— Task item —
Of the lines below, copy those that hold the word "nowrap".

— Dataset entries —
—————
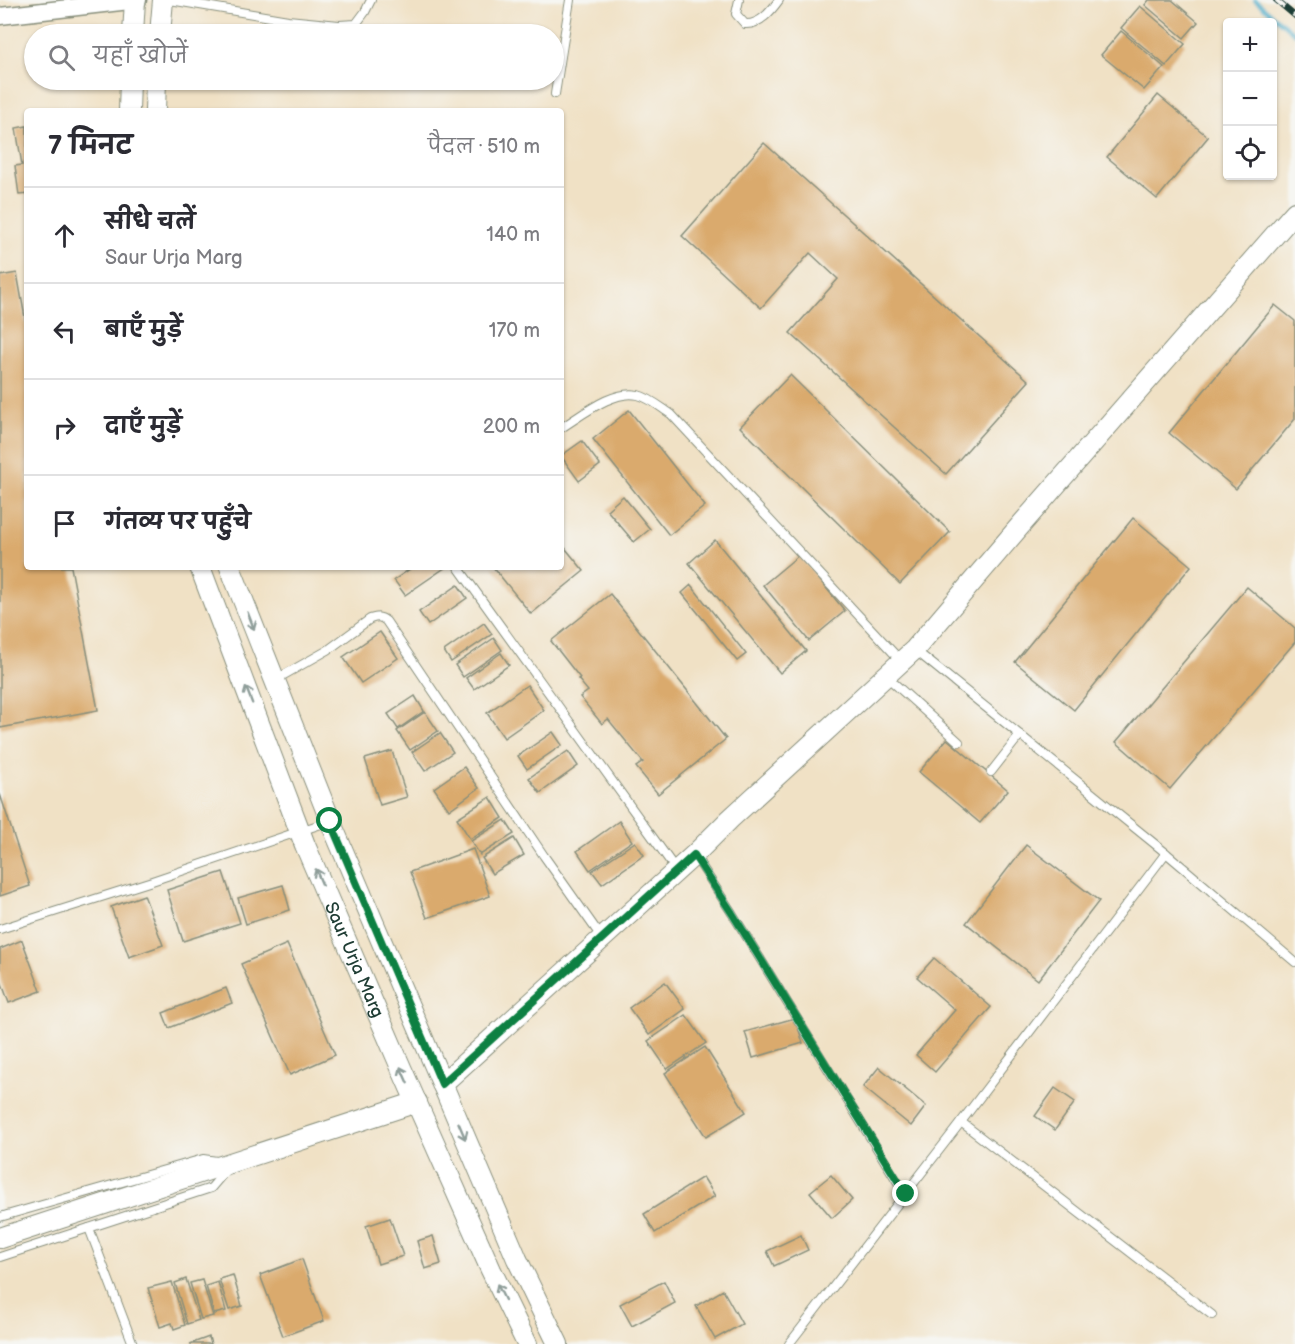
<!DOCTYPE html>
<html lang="hi">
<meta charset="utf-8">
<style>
:root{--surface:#fff;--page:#f7f7f7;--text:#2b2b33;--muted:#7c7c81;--line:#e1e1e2}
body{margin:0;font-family:"Balsamiq Sans","Playpen Sans Deva",sans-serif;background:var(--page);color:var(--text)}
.controls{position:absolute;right:18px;top:18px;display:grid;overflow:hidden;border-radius:6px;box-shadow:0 2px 4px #0004}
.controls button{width:54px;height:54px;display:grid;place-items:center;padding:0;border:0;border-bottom:2px solid var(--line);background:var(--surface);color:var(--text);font:30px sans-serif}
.stop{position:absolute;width:18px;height:18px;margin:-14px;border:4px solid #0b8043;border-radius:50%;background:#fff}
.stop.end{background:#0b8043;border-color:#fff;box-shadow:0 2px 6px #0008}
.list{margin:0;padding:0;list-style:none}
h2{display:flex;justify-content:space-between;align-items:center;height:78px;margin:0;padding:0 24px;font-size:26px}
h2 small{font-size:20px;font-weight:400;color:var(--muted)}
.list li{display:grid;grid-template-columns:39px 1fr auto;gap:18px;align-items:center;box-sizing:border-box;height:96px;padding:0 24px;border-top:2px solid var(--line)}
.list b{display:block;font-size:22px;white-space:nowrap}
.list p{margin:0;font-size:20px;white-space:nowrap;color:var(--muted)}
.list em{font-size:20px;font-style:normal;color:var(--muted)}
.icon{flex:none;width:33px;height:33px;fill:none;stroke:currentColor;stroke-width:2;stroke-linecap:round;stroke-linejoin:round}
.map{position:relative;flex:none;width:1295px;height:1344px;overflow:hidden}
.search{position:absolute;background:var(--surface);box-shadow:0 2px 4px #0004;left:24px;top:24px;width:540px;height:66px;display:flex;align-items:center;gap:15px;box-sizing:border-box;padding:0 21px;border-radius:33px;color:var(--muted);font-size:22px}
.panel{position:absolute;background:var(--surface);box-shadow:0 2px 4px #0004;left:24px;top:108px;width:540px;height:462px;border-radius:6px}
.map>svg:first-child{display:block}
</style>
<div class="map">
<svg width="1295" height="1344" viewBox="0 0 1295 1344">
<rect width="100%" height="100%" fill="#f6f6f2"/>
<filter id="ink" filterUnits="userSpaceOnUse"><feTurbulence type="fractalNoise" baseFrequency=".0167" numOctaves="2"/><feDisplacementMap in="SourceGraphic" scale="12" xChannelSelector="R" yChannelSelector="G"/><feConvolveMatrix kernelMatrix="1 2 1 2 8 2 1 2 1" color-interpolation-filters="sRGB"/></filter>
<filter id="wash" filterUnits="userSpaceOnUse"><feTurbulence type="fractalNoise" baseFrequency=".008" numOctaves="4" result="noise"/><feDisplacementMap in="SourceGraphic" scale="24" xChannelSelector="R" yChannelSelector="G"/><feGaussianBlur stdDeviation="1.35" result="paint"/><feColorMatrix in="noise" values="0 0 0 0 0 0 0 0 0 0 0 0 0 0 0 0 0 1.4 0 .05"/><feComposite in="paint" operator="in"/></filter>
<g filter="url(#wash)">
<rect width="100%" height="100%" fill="#f0e1c5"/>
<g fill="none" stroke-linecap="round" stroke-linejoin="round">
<path stroke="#49acc9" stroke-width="4" d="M1255,0L1295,34"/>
</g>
<g id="blocks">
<g fill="#daaa6d">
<path d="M1149,0H1172L1198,22L1184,38L1145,5Z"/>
<path d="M1140,6L1185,44L1166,66L1121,28Z"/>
<path d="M1121,31L1164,67L1144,90L1101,55Z"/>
<path d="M1158,95L1208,137L1157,199L1107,157Z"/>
<path d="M27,126V194L19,195L15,166L22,165L16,128Z"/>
<path d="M764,143L1029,381L946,474L790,333L838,279L810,253L761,308L682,236Z"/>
<path d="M17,273L27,329V567H71L98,710L0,728V276Z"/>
<path d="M1275,305L1295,321V419L1236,489L1169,433Z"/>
<path d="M790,375L950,532L900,584L740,427Z"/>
<path d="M629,410L705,506L669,535L593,439Z"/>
<path d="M582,441L600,465L579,481L561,456Z"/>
<path d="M623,496L650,529L634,542L607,510Z"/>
<path d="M1133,518L1191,566L1074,710L1015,662Z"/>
<path d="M715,540L806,651L780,673L689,563Z"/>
<path d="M561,543L584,571L531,614L493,567H561Z"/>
<path d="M799,555L845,611L809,641L763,585Z"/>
<path d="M413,567H446L405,595L394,580Z"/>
<path d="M458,585L467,598L428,625L419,612Z"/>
<path d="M691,585L746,654L737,661L682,593Z"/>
<path d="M1247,587L1295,628V642L1170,789L1116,742Z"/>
<path d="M610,594L726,739L658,794L636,767L643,762L608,719L602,724L580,697L588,691L578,679L580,678L551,641Z"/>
<path d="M484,623L492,634L451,662L444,651Z"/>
<path d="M380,632L398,658L361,683L343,657Z"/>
<path d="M494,638L502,650L463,677L455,665Z"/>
<path d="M501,653L509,665L474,689L466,678Z"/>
<path d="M527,685L544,710L504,738L487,713Z"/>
<path d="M415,696L424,711L398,729L388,714Z"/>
<path d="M425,712L438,731L410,750L397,731Z"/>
<path d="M553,732L562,745L527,769L518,756Z"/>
<path d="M440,733L453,752L425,771L412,752Z"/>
<path d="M947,739L1008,790L980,823L919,772Z"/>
<path d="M392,751L407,797L380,805L365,759Z"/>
<path d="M568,751L578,766L540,793L529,778Z"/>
<path d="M464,767L479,788L449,810L434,788Z"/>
<path d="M0,794L30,886L0,896Z"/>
<path d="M490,797L503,818L470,839L457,818Z"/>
<path d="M505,820L514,834L480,855L471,841Z"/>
<path d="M619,821L632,841L590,870L577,851Z"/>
<path d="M514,838L524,855L492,874L482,858Z"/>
<path d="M635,842L644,855L602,884L592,871Z"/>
<path d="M1026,845L1099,901L1038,980L966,923Z"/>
<path d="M473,849L490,896L427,918L410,872Z"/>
<path d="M223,872L240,923L183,941L167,890Z"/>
<path d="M283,885L290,910L246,924L238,898Z"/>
<path d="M144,895L163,945L129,957L111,907Z"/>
<path d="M22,940L41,991L9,1003L0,978V949Z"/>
<path d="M287,944L335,1055L290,1075L241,964Z"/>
<path d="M934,958L991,1007L935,1072L916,1055L955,1010L917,977Z"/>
<path d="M665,982L685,1009L649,1035L629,1008Z"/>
<path d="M226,988L232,1003L169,1028L163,1013Z"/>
<path d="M686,1015L706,1043L667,1069L648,1041Z"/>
<path d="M795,1018L803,1043L753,1058L745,1032Z"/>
<path d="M705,1047L746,1112L706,1137L665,1073Z"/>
<path d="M879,1067L926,1106L911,1126L863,1087Z"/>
<path d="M1055,1088L1075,1102L1055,1130L1035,1116Z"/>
<path d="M831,1175L852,1200L832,1218L810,1192Z"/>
<path d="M703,1177L715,1196L655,1233L644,1214Z"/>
<path d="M390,1218L403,1256L378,1264L366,1226Z"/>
<path d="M801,1235L808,1250L774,1266L767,1251Z"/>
<path d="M433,1236L441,1264L425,1269L417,1241Z"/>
<path d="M302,1259L324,1321L283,1336L260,1275Z"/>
<path d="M233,1275L242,1306L229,1310L219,1279Z"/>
<path d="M186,1279L199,1320L187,1324L175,1283Z"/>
<path d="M202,1280L213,1316L201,1319L190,1283Z"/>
<path d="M664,1281L675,1303L632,1326L620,1304Z"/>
<path d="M172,1282L185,1325L174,1329L172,1323L160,1327L148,1288Z"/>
<path d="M218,1282L226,1311L214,1314L206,1286Z"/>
<path d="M723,1290L742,1324L715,1339L696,1306Z"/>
<path d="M209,1337L211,1344H190Z"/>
</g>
</g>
</g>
<g filter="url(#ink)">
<use href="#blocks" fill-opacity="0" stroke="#888f7c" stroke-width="1.5"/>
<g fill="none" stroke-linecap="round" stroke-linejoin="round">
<defs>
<g id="service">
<path d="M170,0L288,20L339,25L356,24L365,12L371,0"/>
<path d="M739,0L736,14L745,24C760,25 771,11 779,0"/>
<path d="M555,94L570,0"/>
<path d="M561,428C581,416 613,389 638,395C650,398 660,407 671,414L901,661"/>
<path d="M458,567L677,871"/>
<path d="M915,650L1166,853L1295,962"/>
<path d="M886,676L959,742"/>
<path d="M275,680L328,650L370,619C377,617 380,616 386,621L544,856L602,938"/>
<path d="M991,772L1020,735"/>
<path d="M695,856L732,913L905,1194"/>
<path d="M0,929L152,881L330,821"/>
<path d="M961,1122L1212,1315"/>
<path d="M0,1217L203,1159L217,1161"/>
<path d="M89,1228L133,1344"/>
<path d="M0,1257L211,1188L228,1168"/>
<path d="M789,1344L961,1122L1166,853"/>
</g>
<path id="minor" d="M0,16L138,0"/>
<g id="tertiary">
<path d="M133,34L135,0"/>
<path d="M160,34L163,0"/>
<path d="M129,111L130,80"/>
<path d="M155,111L156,80"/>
<path id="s1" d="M200,567L305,845L402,1070L491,1270L527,1344"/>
<path d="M230,567L334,830L517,1259L558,1344"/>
<path d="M442,1084L694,855L730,819L915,649L1020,526L1295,212"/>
<path d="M0,1238L417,1102"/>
</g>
</defs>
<use href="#service" stroke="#888f7c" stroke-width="10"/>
<use href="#minor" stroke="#888f7c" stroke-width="19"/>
<use href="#tertiary" stroke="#888f7c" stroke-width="22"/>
<use href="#service" stroke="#fff" stroke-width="8"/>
<use href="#minor" stroke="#fff" stroke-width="16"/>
<use href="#tertiary" stroke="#fff" stroke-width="20"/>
<defs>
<path id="rail" d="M1276,0L1295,16"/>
</defs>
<use href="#rail" stroke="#1f3d34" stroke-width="6"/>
<use href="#rail" stroke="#f6f6f2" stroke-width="4" stroke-dasharray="11" stroke-linecap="butt"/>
</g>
<defs><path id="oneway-shaft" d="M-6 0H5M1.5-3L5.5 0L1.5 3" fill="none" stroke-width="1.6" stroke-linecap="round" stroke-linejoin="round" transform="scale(1.5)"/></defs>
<g stroke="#8f9e9a">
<use href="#oneway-shaft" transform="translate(251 621) rotate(69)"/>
<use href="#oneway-shaft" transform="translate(249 695) rotate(-111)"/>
<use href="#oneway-shaft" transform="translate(319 877) rotate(-113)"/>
<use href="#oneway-shaft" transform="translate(404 1075) rotate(-114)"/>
<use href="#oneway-shaft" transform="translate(462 1131) rotate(67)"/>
<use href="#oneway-shaft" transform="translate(501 1292) rotate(-116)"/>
</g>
</g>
<g fill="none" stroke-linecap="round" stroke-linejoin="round" filter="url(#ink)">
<path stroke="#0b8043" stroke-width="8" d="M330,821L442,1084L694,855L732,913L906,1194"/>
</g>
<g text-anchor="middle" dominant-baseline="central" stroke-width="5" stroke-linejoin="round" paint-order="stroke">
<g font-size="18" fill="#1f3d34" stroke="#f6f6f2">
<text stroke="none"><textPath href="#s1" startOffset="422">Saur Urja Marg</textPath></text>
</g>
</g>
</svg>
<div class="controls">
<button>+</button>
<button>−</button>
<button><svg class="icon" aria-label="locate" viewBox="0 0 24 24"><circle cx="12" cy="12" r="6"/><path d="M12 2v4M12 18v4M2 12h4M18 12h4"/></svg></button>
</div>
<div class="stop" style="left:330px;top:821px"></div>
<div class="stop end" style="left:906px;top:1194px"></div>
<div class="search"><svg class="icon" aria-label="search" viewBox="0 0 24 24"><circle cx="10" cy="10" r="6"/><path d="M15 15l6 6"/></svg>यहाँ खोजें</div>
<section class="panel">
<h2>7 मिनट<small>पैदल · 510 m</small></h2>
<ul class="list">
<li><svg class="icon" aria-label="ahead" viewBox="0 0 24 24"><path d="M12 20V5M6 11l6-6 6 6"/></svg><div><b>सीधे चलें</b><p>Saur Urja Marg</p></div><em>140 m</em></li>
<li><svg class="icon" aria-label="left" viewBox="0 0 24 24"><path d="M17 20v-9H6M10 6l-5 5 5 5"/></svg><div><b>बाएँ मुड़ें</b></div><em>170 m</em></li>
<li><svg class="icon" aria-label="right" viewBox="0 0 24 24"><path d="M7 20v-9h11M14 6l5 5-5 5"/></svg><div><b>दाएँ मुड़ें</b></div><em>200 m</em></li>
<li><svg class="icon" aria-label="arrive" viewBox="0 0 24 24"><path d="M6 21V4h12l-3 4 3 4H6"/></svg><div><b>गंतव्य पर पहुँचे</b></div></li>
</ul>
</section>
</div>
—————
— Answer section —
.list b{display:block;font-size:22px;white-space:nowrap}
.list p{margin:0;font-size:20px;white-space:nowrap;color:var(--muted)}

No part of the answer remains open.